1989 beschlossen die Stadtväter, Kairo solle nicht mehr ungebremst weiterwachsen.
Ein Ausschuß für soziale Dienste und soziale Entwicklung nahm seine Arbeit auf und entwickelte entsprechende Vorschriften. Danach dürfen sich in Kairo keine Industriebetriebe mehr ansiedeln, es soll auch der Bau von Hochhäusern und großen Hotels gestoppt werden. „Eine radikale Lösung ist nicht mehr zu vermeiden“, heißt es im Rathaus.
Die Strom- und Wasserversorgung sowie die Schmutzwasserdränage sind – vor allem in den alten Stadtvierteln – in einem katastrophalen Zustand; kaum ein Tag vergeht, an dem nicht baufällige Häuser einstürzen und Bewohner in den Tod reißen. Durch den Smog und die Zerstörung historisch bedeutender Areale werden und wurden zerstören viele Kulturdenkmäler Kairos zerstört. Salih Lami, Leiter des Zentrums für die Wiederbelebung des islamischen Kulturbesitzes, erzählt, daß „manche Moscheen regelrecht auf Abwasserteichen schwimmen“. Es fehlen alle Mittel und Möglichkeiten, die historischen Gebäude zu pflegen und zu erhalten. Lami: „Das, was wir hier erleben, ist kalter Kulturmord“. 922 erhaltenswerte Objekte hat der deutsche Archäologe Michael Meinecke vor einigen Jahren katalogisiert, derzeit sind höchstens noch 500 davon vorhanden, jedes Jahr stürzen weitere 20 bis 30 Bauten in sich zusammen.

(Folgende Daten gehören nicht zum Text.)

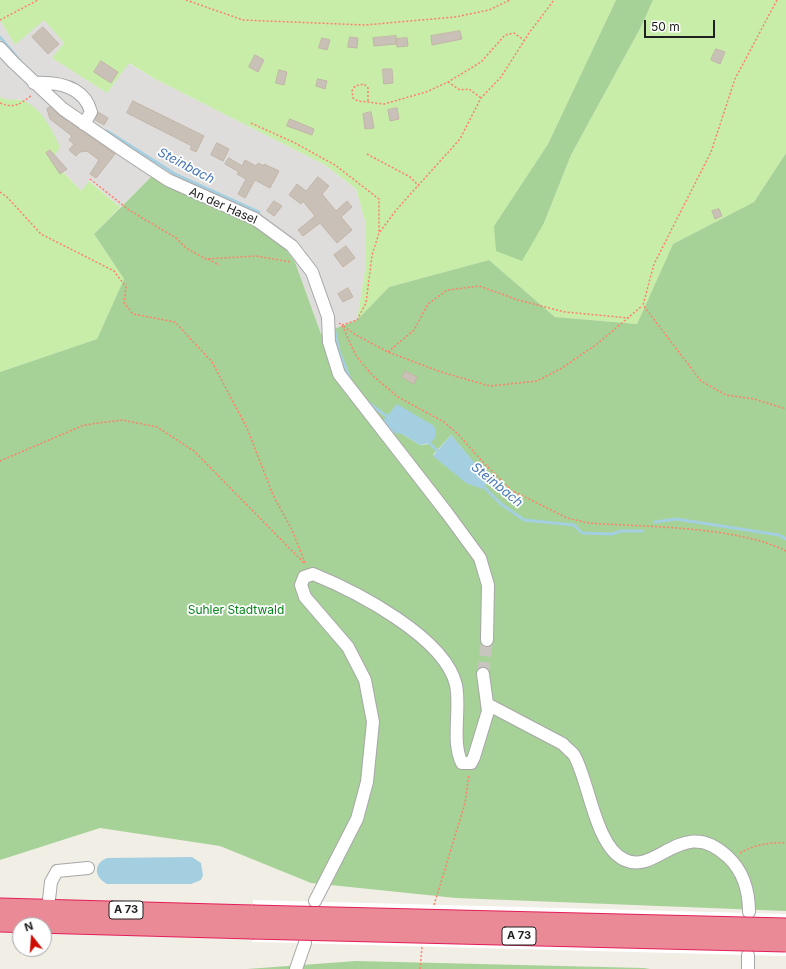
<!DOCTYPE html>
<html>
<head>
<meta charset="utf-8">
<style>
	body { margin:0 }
	#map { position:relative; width:786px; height:969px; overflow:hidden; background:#f1eee5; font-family:Inter,sans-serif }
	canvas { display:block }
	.north { position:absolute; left:12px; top:917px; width:40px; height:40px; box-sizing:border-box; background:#fff; border:1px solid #a6a6a6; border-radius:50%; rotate:343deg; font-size:11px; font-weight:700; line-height:16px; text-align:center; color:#202020 }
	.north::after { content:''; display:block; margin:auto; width:14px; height:18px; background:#cf0b00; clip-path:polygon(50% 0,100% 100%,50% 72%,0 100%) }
	.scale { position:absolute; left:644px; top:20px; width:71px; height:18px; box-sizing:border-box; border:2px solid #202020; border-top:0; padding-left:5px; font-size:12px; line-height:14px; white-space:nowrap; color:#202020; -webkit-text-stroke:3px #fff; paint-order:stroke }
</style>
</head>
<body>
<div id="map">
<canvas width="786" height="969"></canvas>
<div class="north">N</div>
<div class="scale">50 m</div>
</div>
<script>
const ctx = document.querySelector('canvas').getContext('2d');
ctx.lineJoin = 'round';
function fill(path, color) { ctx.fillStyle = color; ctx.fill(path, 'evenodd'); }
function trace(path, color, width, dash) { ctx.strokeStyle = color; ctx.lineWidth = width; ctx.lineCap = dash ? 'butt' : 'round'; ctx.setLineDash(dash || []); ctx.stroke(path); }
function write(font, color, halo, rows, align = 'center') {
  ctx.font = font + ' Inter,sans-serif'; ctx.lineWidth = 3.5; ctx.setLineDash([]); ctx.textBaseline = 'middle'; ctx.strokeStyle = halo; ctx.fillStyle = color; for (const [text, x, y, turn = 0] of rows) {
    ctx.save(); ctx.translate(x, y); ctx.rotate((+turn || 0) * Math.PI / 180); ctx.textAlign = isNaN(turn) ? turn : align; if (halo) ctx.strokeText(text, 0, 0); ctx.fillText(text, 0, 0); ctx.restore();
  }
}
fill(new Path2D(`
	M44,19L64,43L52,58L107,93L128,63L155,79L325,165L356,189L366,224V264L357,320L321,334L295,262L245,216L151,177L120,207L90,181L81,191L52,159L20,99L8,101L0,97V20L15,45Z`), '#dedddc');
fill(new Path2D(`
	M0,0H616L548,144L494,226L544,223L571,155L642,25L653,0H786V153L754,202L673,244L637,324L555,317L489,260L389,287L357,320L366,264V224L356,189L325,165L155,79L129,63L107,93L52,58L64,43L44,20L15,45L0,20Z
	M0,97C11,102 14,98 21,100C41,106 52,130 60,147L52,160L81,191L89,181L120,207L94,234L124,279L97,339L0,372Z`), '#c7eda9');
fill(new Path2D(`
	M616,0H653L642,25L571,155L544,223L522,261L496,251L494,226L548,144Z
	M786,153V911L456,898L311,883L220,846L100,828L0,860V372L97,339L124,279L94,234L151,177L245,217L277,238L295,262L321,334L357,320L389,287L489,260L555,317L637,324L673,244L754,202ZM402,434L430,444L420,445ZM451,435L488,480L433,455Z
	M356,961L644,968L650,969H247Z`), '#a6d298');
fill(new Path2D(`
	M397,404L434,426C439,439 433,443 420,445L402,434L389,432L382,422Z
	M451,435L489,480L482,489L466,483L433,456Z
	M192,857L201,863L203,875L201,880L191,884H107C94,877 93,864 107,858Z`), '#a4cfe0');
fill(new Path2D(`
	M253,900L786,914V956L252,942Z`), '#fff');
trace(new Path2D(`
	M0,37L20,61
	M107,131L175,174L259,212
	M334,327L339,351L350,379
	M366,401L389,418
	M428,442L440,453
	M481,484L501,504L524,520L574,525L582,533L612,534L621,531H642
	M655,522L676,519L779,535L786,539`), '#a4cfe0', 3);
const building = new Path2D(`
	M43,27L59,44L48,54L32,37Z
	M460,31L462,39L432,45L431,36Z
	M396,36V44L374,46L373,38Z
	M350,37L358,38L357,48L348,47Z
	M322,38L330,40L327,50L319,48Z
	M407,38L408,46L397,47L396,39Z
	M716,49L725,52L720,64L711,60Z
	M255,55L264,60L258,72L249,67Z
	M101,61L118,72L111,83L94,72Z
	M383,69H392L393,83L384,84Z
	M279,70L287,72L284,85L276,83Z
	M318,79L327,81L325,89L316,86Z
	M133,101L204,136L196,152L190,149L192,146L127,113Z
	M50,107L59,115L115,154L96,178L90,174L99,160L87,151L80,152L76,156L69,150L74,144L69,140L72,136L50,119L47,109Z
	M397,108L399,119L390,121L388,110Z
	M98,112L108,118L104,125L95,120Z
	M371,112L374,128L365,129L363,114Z
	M290,119L314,129L312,135L287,126Z
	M217,143L229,149L223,161L211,155Z
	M50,150L67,169L60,174L46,153Z
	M229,158L242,166L245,160L256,166L258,163L264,166V164L279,171L270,188L255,180L245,198L238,194L246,179L237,174L239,172L225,164Z
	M318,177L329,186L322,194L336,211L347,201L352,207L341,217L352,230L337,243L320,223L303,236L298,230L315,216L303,201L301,204L289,195L297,184L306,191Z
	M274,201L282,206L274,216L267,211Z
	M719,209L722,216L715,219L712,211Z
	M346,246L355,258L343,267L334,255Z
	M348,288L353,297L343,302L338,294Z
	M405,371L417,377L414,384L402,377Z`);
fill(building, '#c9c0b8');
trace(building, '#c3b5a7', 1);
trace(new Path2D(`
	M483,674L487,640`), '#c7c5be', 12, [12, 6]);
const minor = new Path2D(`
	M0,48L13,62L63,109L124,151L168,180L255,219L292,246L312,272L328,317L329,342L339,374L447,513L480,558L488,585L487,640
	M34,83C58,82 84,86 91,112L84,124
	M487,704L563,744C566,748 571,751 574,755C589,780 595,847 625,860C658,875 683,814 728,857C744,872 749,891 749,912
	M315,901L357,819L367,782L373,722L365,680L348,647L305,597L301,585L304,577L313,574C355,591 445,637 456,685C461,709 451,742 462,763H471L474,757L488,711L483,674
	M48,908L51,882L57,871L88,868
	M296,969L305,943
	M748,969V955`);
const highway = new Path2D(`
	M0,907L253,914
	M0,923L252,930`);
trace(minor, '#a7a7a7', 14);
trace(highway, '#e31e57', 19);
trace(new Path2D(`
	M186,0L243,20L365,25L455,17L489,10L510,0
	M777,0L735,79L711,152L654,264L643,305L701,381L726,395L754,399L786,409
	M0,20L38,0
	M448,82L460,90L469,89L481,98
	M368,101V88L364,84L355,86L352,91L353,98L358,101L384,104L426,92L448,82L481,62L505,35L514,33L524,40
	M0,103C15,109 20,104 32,95
	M251,123L295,143L335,165L379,199V233
	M367,154L410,177L419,186
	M90,179L129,210L176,238L186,248L206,259L256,256L291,262
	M0,192L7,197L41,234L114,271L126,287L124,303L133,314L175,322L212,362L247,428L273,495L292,530L306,565
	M208,259L219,265
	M339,323L342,325L356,356L373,376L398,397L444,422L458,434L481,460L511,490L567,518L588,523C645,527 737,526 786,551
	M342,325L357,320L366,303L372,255L379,233L397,209L460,139L481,98L501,77L529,33L554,0
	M344,326L354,334L388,352L441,372L490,386L537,381L562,368L597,344L642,306
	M388,352L414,330L428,304L447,290L479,286L518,300L565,312L629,318
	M0,461L84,425L122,420L157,427L194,451L305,564
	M740,853C754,845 770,842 786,843
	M434,905L465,803L469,774
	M420,969L422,947`), '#ff8068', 1.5, [2, 2]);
trace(minor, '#fff', 12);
trace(highway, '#eb8a97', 17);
const highwayBridge = new Path2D(`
	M253,914L786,927
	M252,930L786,943`);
trace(highwayBridge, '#e31e57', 19, []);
trace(highwayBridge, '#eb8a97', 17);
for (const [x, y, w] of [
	[126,910,34],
	[519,936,34]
]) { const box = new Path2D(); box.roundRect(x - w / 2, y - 9, w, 18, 3); ctx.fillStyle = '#fff'; ctx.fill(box); trace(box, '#202020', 1); }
write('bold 11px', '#202020', null, [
	["A 73",126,910],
	["A 73",519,936]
]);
write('12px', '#202020', '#fff', [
	["An der Hasel",223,206,24]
]);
write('12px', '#068518', '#fff', [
	["Suhler Stadtwald",236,610]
]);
write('italic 13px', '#4778b4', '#fff', [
	["Steinbach",186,166,28],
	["Steinbach",497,485,39]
]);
</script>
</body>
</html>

Die Zabbalin sind Kopten, gelten jedoch als unrein. Sie sind die Mülleute, deren gut durchdachtes Routennetz die gesamte Stadt erfaßt. In getrennten Säcken und Kisten werden wiederverwertbare Sachen wie Altglas, Metalle, Plastik, Lumpen oder Altpapier vorsortiert, um dann erneut in den Konsumenten eingeschleust zu werden. Die Zabbalin leben vom Verkauf der Altmaterialien an kleine Werkstätten und Gewerbetreibende, mit den Speiseresten füttern sie Ihre Schweine, die sie dann wieder verkaufen. Die Zabbalin wohnen im Norden Kairos inmitten des angehäuften Mülls, und nur ihre kräftigsten Kinder überleben. Sie sind von der Gesellschaft geächtet, doch ohne sie würde die Stadt im Dreck ertrinken. Angeblich werden 80% des Abfalles wiederverwertet. Recycling ist hier schon lange bekannt, nicht der Umwelt zuliebe sondern aus der Not heraus. Besucher werden diese Misere freilich allenfalls am Rande bemerken. Kairo ist und bleibt eine der bedeutendsten Kulturstätten überhaupt, beeindruckt durch seine unverwechselbare Skyline von Minaretten ebenso wie durch seinen Reichtum an pharaonischen und islamischen Kulturdenkmälern. Kairo präsentiert sich mit zwei völlig konträren Seiten.
Die eine ist modern und vom westlichen Lebensstil beeinflußt, die andere mittelalterlich geprägt.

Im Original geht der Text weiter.